I might as well finish off the bunch with floor and vault frequency.
As always, the tables below show the frequency with which gymnasts performed skills as 2012 Visa Championships, this time on floor and vault as measured by the % of total routines featuring the given skill.
We’ll start with the various categories of floor skills, and the pathetically small vault table will follow at the end.
Clearly, the back 1.5 C skill connected into an E tumble dominates the composition. I’m of several minds about this. On the one hand, I don’t think any skills besides handsprings and round offs should be appearing in 90% of routines. That’s evidence of a code that is too limiting, ensuring there is but one realistic solution to receive the sought-after .2 CV. On the other hand, I love a combination pass. When done well, they are so much more interesting than straightforward tumbles, even difficult ones. So, if that’s the kind of combo pass we get, I’m in favor.
That said, I have absolutely no problem with the elimination of the combo pass requirement. The combo pass is so valuable for CV that this has little effect on composition. People will still perform as many misguided combinations to try to get a bigger D score as they did before, but my hope is that perhaps the lack of requirement will cause some to get rid of combinations they were barely getting through in the first place and doing only to fulfill the requirement. The most common combination performed, especially in the seniors, was the 1.5 through to double back, and very few of them were good ideas. Let’s get rid of them, McKayla.

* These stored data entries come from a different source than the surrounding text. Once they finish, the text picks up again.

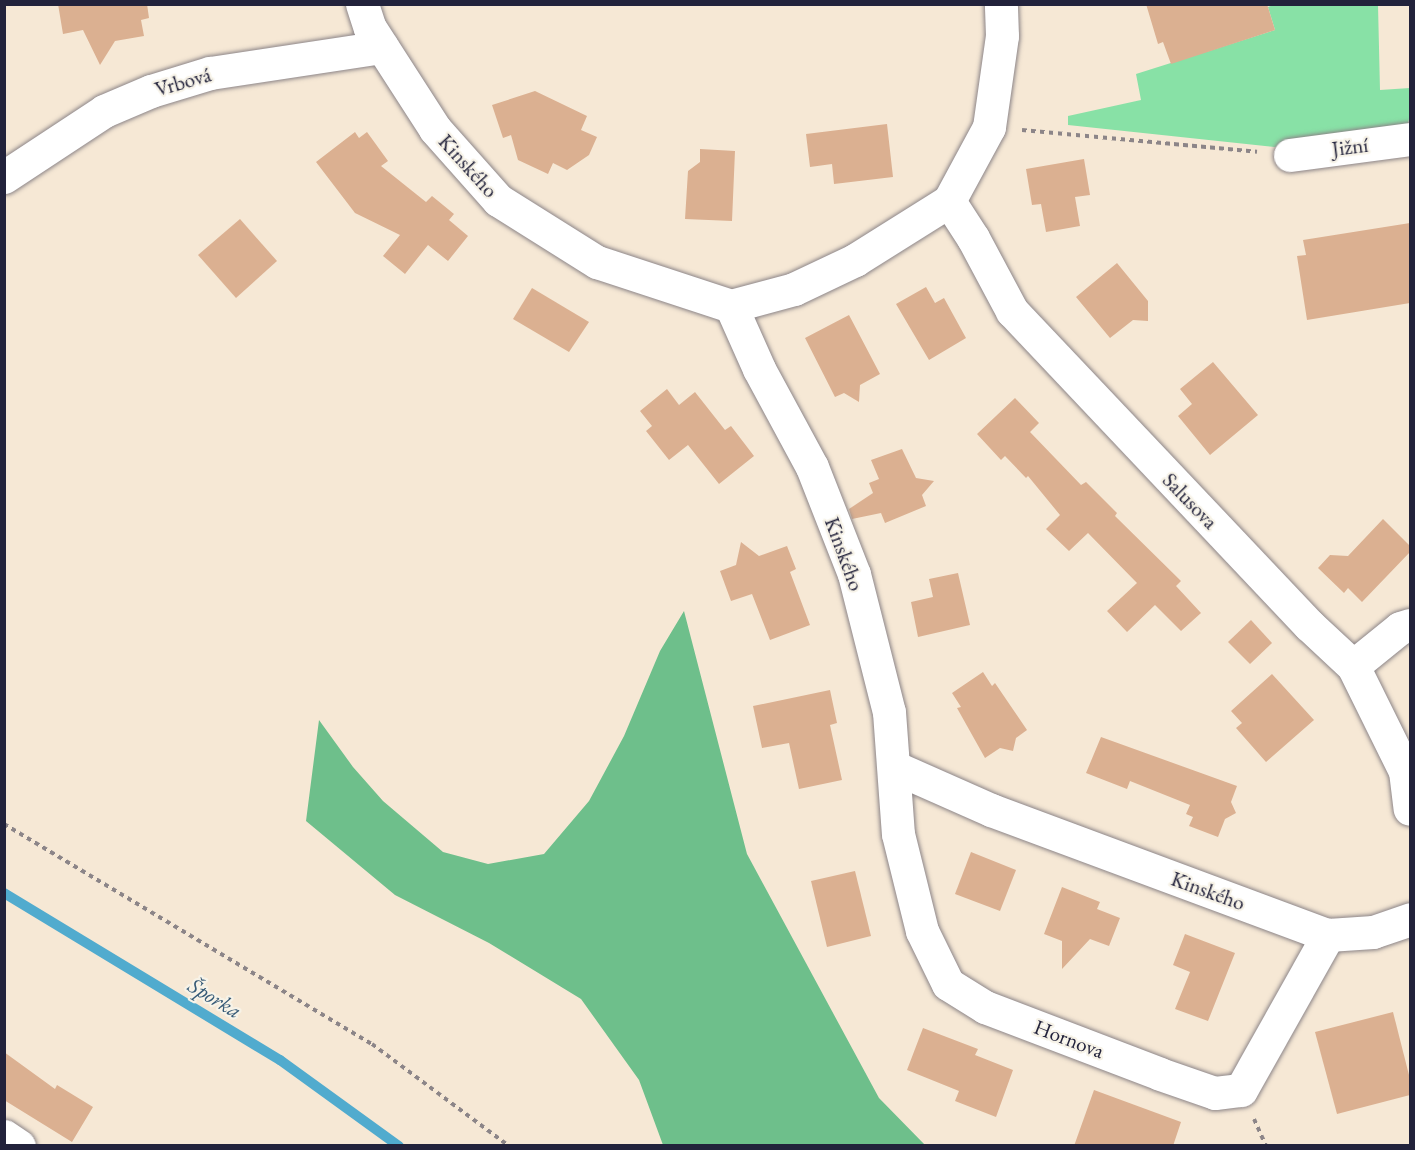 <!DOCTYPE html>
<html>
<head>
<meta charset="utf-8">
<style>
	body { margin:0 }
	#map { position:relative; width:1415px; height:1150px; overflow:hidden; background:#f6e8d5; font-family:"EB Garamond",serif }
	div>[style] { position:absolute }
	.green>* { inset:0; background:#88e1a6 }
	.forest>* { inset:0; background:#6ebf8b }
	.stream>* { height:10px; margin:-5px; padding:0 5px; transform-origin:5px; border-radius:5px; background:#51abce }
	.building>* { inset:0; background:#dbb091 }
	.path>* { height:4px; margin-top:-2px; transform-origin:0; background:repeating-linear-gradient(90deg,#8c8588 0 4.5px,transparent 0 9px) }
	.roads { filter:drop-shadow(0 0 2px #8c8588) drop-shadow(0 0 2px #8c8588) }
	.minor>* { height:33px; margin:-16.5px; padding:0 16.5px; transform-origin:16.5px; border-radius:16.5px; background:#fff }
	span { translate:-50% -50%; white-space:nowrap; text-align:center; line-height:1.15; -webkit-text-stroke:4.5px #f7f3e8; paint-order:stroke }
	.street-label { font-size:21px; color:#22223b }
	.water-label { font-size:22px; color:#355976; font-style:italic }
	.frame { position:absolute; inset:0; border:6px solid #22223b; pointer-events:none }
</style>
</head>
<body>
<div id="map">
	<div class="green">
		<div style="clip-path:polygon(1273px 5px,1378px 5px,1380px 90px,1410px 88px,1410px 115px,1407px 127px,1274px 147px,1068px 125px,1068px 116px,1141px 100px,1136px 74px,1275px 30px,1268px 7px)"></div>
	</div>
	<div class="forest">
		<div style="clip-path:polygon(684px 611px,747px 854px,879px 1098px,925px 1145px,663px 1145px,639px 1080px,581px 999px,489px 943px,395px 895px,306px 821px,319px 720px,353px 767px,383px 801px,443px 852px,488px 864px,544px 854px,589px 801px,624px 736px,660px 651px)"></div>
	</div>
	<div class="stream">
		<div style="left:4px;top:893px;width:323px;rotate:31.2deg"></div>
		<div style="left:280px;top:1060px;width:147px;rotate:35.9deg"></div>
	</div>
	<div class="building">
		<div style="clip-path:polygon(58px 4px,147px 4px,149px 18px,141px 20px,144px 36px,115px 41px,100px 65px,83px 30px,63px 34px)"></div>
		<div style="clip-path:polygon(1146px 4px,1267px 4px,1275px 30px,1171px 64px,1163px 42px,1158px 44px)"></div>
		<div style="clip-path:polygon(535px 91px,587px 116px,581px 130px,597px 137px,589px 155px,567px 170px,553px 163px,548px 174px,518px 160px,511px 135px,503px 138px,492px 105px)"></div>
		<div style="clip-path:polygon(887px 124px,893px 177px,834px 184px,832px 164px,810px 167px,806px 134px)"></div>
		<div style="clip-path:polygon(355px 132px,359px 138px,367px 132px,388px 161px,381px 166px,426px 202px,432px 196px,454px 214px,449px 220px,468px 236px,448px 261px,428px 245px,405px 274px,383px 256px,400px 235px,355px 213px,316px 162px)"></div>
		<div style="clip-path:polygon(700px 149px,735px 151px,732px 221px,685px 219px,688px 171px,700px 162px)"></div>
		<div style="clip-path:polygon(1084px 159px,1090px 195px,1075px 197px,1080px 226px,1046px 232px,1041px 204px,1032px 205px,1026px 169px)"></div>
		<div style="clip-path:polygon(240px 219px,277px 261px,236px 298px,198px 255px)"></div>
		<div style="clip-path:polygon(1410px 223px,1410px 303px,1307px 320px,1297px 256px,1306px 255px,1303px 240px)"></div>
		<div style="clip-path:polygon(1117px 263px,1148px 301px,1148px 321px,1133px 320px,1110px 338px,1076px 297px)"></div>
		<div style="clip-path:polygon(926px 287px,935px 303px,944px 298px,966px 338px,929px 360px,896px 304px)"></div>
		<div style="clip-path:polygon(532px 288px,589px 322px,569px 352px,513px 319px)"></div>
		<div style="clip-path:polygon(849px 315px,880px 374px,860px 385px,859px 402px,844px 393px,835px 397px,805px 338px)"></div>
		<div style="clip-path:polygon(1213px 362px,1258px 415px,1210px 455px,1178px 416px,1192px 404px,1180px 389px)"></div>
		<div style="clip-path:polygon(667px 389px,679px 405px,695px 392px,725px 430px,731px 426px,754px 456px,719px 484px,688px 445px,669px 460px,646px 431px,652px 426px,640px 411px)"></div>
		<div style="clip-path:polygon(1015px 398px,1039px 423px,1030px 432px,1081px 485px,1086px 482px,1117px 513px,1115px 516px,1181px 581px,1176px 586px,1201px 613px,1181px 631px,1155px 605px,1127px 632px,1107px 611px,1137px 583px,1088px 533px,1069px 551px,1046px 529px,1060px 515px,1028px 476px,1026px 478px,1005px 456px,1001px 460px,977px 434px)"></div>
		<div style="clip-path:polygon(902px 449px,916px 478px,934px 481px,922px 495px,926px 506px,885px 523px,881px 513px,852px 519px,849px 509px,873px 493px,869px 483px,879px 479px,871px 460px)"></div>
		<div style="clip-path:polygon(1383px 519px,1410px 546px,1410px 552px,1362px 602px,1348px 588px,1344px 593px,1318px 568px,1330px 555px,1348px 556px)"></div>
		<div style="clip-path:polygon(741px 542px,759px 556px,787px 546px,796px 569px,790px 572px,810px 625px,770px 640px,752px 594px,731px 601px,720px 571px,736px 565px)"></div>
		<div style="clip-path:polygon(958px 573px,970px 625px,918px 637px,911px 602px,933px 597px,929px 579px)"></div>
		<div style="clip-path:polygon(1251px 620px,1272px 643px,1250px 664px,1228px 642px)"></div>
		<div style="clip-path:polygon(983px 672px,992px 686px,995px 683px,1027px 730px,1016px 738px,1013px 751px,1000px 748px,985px 758px,957px 708px,961px 707px,952px 693px)"></div>
		<div style="clip-path:polygon(1272px 674px,1314px 720px,1266px 762px,1236px 728px,1242px 723px,1231px 711px)"></div>
		<div style="clip-path:polygon(830px 690px,837px 723px,830px 725px,842px 780px,799px 789px,789px 743px,762px 748px,753px 706px)"></div>
		<div style="clip-path:polygon(1101px 737px,1237px 786px,1231px 802px,1236px 813px,1225px 819px,1218px 837px,1189px 826px,1193px 817px,1186px 814px,1190px 805px,1130px 781px,1127px 789px,1086px 773px)"></div>
		<div style="clip-path:polygon(971px 852px,1016px 870px,1000px 911px,955px 894px)"></div>
		<div style="clip-path:polygon(855px 871px,871px 936px,827px 947px,811px 881px)"></div>
		<div style="clip-path:polygon(1062px 887px,1100px 902px,1097px 909px,1120px 918px,1109px 946px,1090px 939px,1062px 969px,1062px 941px,1044px 934px)"></div>
		<div style="clip-path:polygon(1185px 934px,1235px 953px,1208px 1021px,1175px 1009px,1190px 972px,1173px 965px)"></div>
		<div style="clip-path:polygon(1393px 1012px,1410px 1079px,1410px 1095px,1337px 1114px,1315px 1032px)"></div>
		<div style="clip-path:polygon(923px 1028px,978px 1049px,975px 1055px,1013px 1070px,996px 1117px,955px 1101px,959px 1091px,907px 1070px)"></div>
		<div style="clip-path:polygon(4px 1052px,55px 1089px,57px 1085px,93px 1107px,72px 1142px,4px 1100px)"></div>
		<div style="clip-path:polygon(1094px 1090px,1181px 1122px,1173px 1146px,1074px 1146px)"></div>
	</div>
	<div class="path">
		<div style="left:1022px;top:130px;width:236px;rotate:5.3deg"></div>
		<div style="left:4px;top:824px;width:429px;rotate:30.9deg"></div>
		<div style="left:372px;top:1044px;width:171px;rotate:36.7deg"></div>
		<div style="left:1254px;top:1119px;width:30px;rotate:66deg"></div>
	</div>
	<div class="roads">
		<div class="minor">
			<div style="left:362px;top:4px;width:25px;rotate:72deg"></div>
			<div style="left:370px;top:28px;width:120px;rotate:57.2deg"></div>
			<div style="left:435px;top:129px;width:95px;rotate:48.4deg"></div>
			<div style="left:498px;top:200px;width:117px;rotate:32.1deg"></div>
			<div style="left:597px;top:262px;width:141px;rotate:18.2deg"></div>
			<div style="left:731px;top:306px;width:69px;rotate:66deg"></div>
			<div style="left:759px;top:369px;width:111px;rotate:61.6deg"></div>
			<div style="left:812px;top:467px;width:115px;rotate:68.6deg"></div>
			<div style="left:854px;top:574px;width:142px;rotate:75.8deg"></div>
			<div style="left:889px;top:712px;width:122px;rotate:85.8deg"></div>
			<div style="left:898px;top:834px;width:100px;rotate:76.1deg"></div>
			<div style="left:922px;top:931px;width:59px;rotate:63.9deg"></div>
			<div style="left:948px;top:984px;width:44px;rotate:31.9deg"></div>
			<div style="left:985px;top:1007px;width:187px;rotate:20.9deg"></div>
			<div style="left:1160px;top:1074px;width:58px;rotate:19.1deg"></div>
			<div style="left:1215px;top:1093px;width:26px;rotate:-7deg"></div>
			<div style="left:1241px;top:1090px;width:178px;rotate:-60.7deg"></div>
			<div style="left:1290px;top:155px;width:121px;rotate:-7.6deg"></div>
			<div style="left:4px;top:177px;width:120px;rotate:-33.4deg"></div>
			<div style="left:104px;top:111px;width:51px;rotate:-23.1deg"></div>
			<div style="left:151px;top:91px;width:62px;rotate:-17deg"></div>
			<div style="left:210px;top:73px;width:174px;rotate:-8.6deg"></div>
			<div style="left:949px;top:201px;width:44px;rotate:57deg"></div>
			<div style="left:973px;top:238px;width:83px;rotate:61.9deg"></div>
			<div style="left:1012px;top:311px;width:432px;rotate:46.6deg"></div>
			<div style="left:1309px;top:625px;width:60px;rotate:43deg"></div>
			<div style="left:1353px;top:666px;width:117px;rotate:63.7deg"></div>
			<div style="left:1405px;top:771px;width:38px;rotate:83deg"></div>
			<div style="left:731px;top:306px;width:65px;rotate:-15.1deg"></div>
			<div style="left:794px;top:289px;width:68px;rotate:-25.4deg"></div>
			<div style="left:855px;top:260px;width:111px;rotate:-32.1deg"></div>
			<div style="left:949px;top:201px;width:84px;rotate:-61.6deg"></div>
			<div style="left:989px;top:127px;width:92px;rotate:-81.9deg"></div>
			<div style="left:1002px;top:36px;width:32px;rotate:-92deg"></div>
			<div style="left:1353px;top:666px;width:60px;rotate:-39deg"></div>
			<div style="left:1400px;top:628px;width:10px;rotate:-17deg"></div>
			<div style="left:894px;top:767px;width:106px;rotate:23.9deg"></div>
			<div style="left:991px;top:810px;width:359px;rotate:20.4deg"></div>
			<div style="left:1328px;top:935px;width:45px;rotate:-3.8deg"></div>
			<div style="left:1373px;top:932px;width:39px;rotate:-19deg"></div>
			<div style="left:4px;top:1136px;width:18px;rotate:34deg"></div>
		</div>
	</div>
	<div class="street-label">
		<span style="left:183px;top:82px;rotate:-16deg">Vrbová</span>
		<span style="left:1350px;top:147px;rotate:-7deg">Jižní</span>
		<span style="left:468px;top:166px;rotate:48deg">Kinského</span>
		<span style="left:1190px;top:501px;rotate:46deg">Salusova</span>
		<span style="left:844px;top:554px;rotate:70deg">Kinského</span>
		<span style="left:1208px;top:891px;rotate:20deg">Kinského</span>
		<span style="left:1069px;top:1039px;rotate:21deg">Hornova</span>
	</div>
	<div class="water-label">
		<span style="left:215px;top:998px;rotate:31deg">Šporka</span>
	</div>
	<div class="frame"></div>
</div>
</body>
</html>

While there are some other problems with repetitive composition (every junior dismounted with a 2.5, people perform the double back and the double pike in the same routine) few of the skills appear in more than half of routines, and the problems with repetition seem overall less severe than on bars and beam.
These assessments are made with the most charitable eye possible, counting the intended skill. Otherwise, we would have far fewer split 1.5s and switch 1/1s. Basically, the attitude is to attempt as many D dance elements as possible and then hope to swindle the judges into crediting at least one of them.
Lots of seniors performing double Ls, once again trying to pull around a D skill somehow, while the juniors opted for double turns and single Ys and Ls. The juniors had no problem throwing in some B elements, usually as backups in case other dance elements got downgraded.
Interestingly, fewer people attempted dance elements out of their acro skills than I expected. The gymnasts on the Olympic track were all over it, but a number of the others did not bother with everyone’s favorite combo of double arabian+pause+negative amplitude spasm in stag position. For that, we can be thankful.
Pitiful, but we can expect nothing different in the future. It starts with JO for most. If they don’t have any incentive to learn a different entry early on, they won’t do so in elite. It’s the same argument we have in NCAA. People always want to impose some requirement about variety in vault lineups, but the gymnasts don’t have the skill sets to adapt to those potential requirements because they never learned anything different in JO. Imposing more variety on vault has to start at a younger age. It can’t begin at 18.
In elite, the code is just as complicit in the lack of variety. The powers did well to lower the value of the Y2.5 to 6.3, but that was done in order to keep vault scoring more consistent with the other events and keep the bad Y2.5s from outscoring the good DTYs (as easily). They therefore also lowered the values of the rudi, Cheng, etc, which was a mistake. They should have kept those values the same while lowering Yurchenko vault values in order to encourage more variety. As it stands now, there is no incentive to learn a non-Yurchenko vault.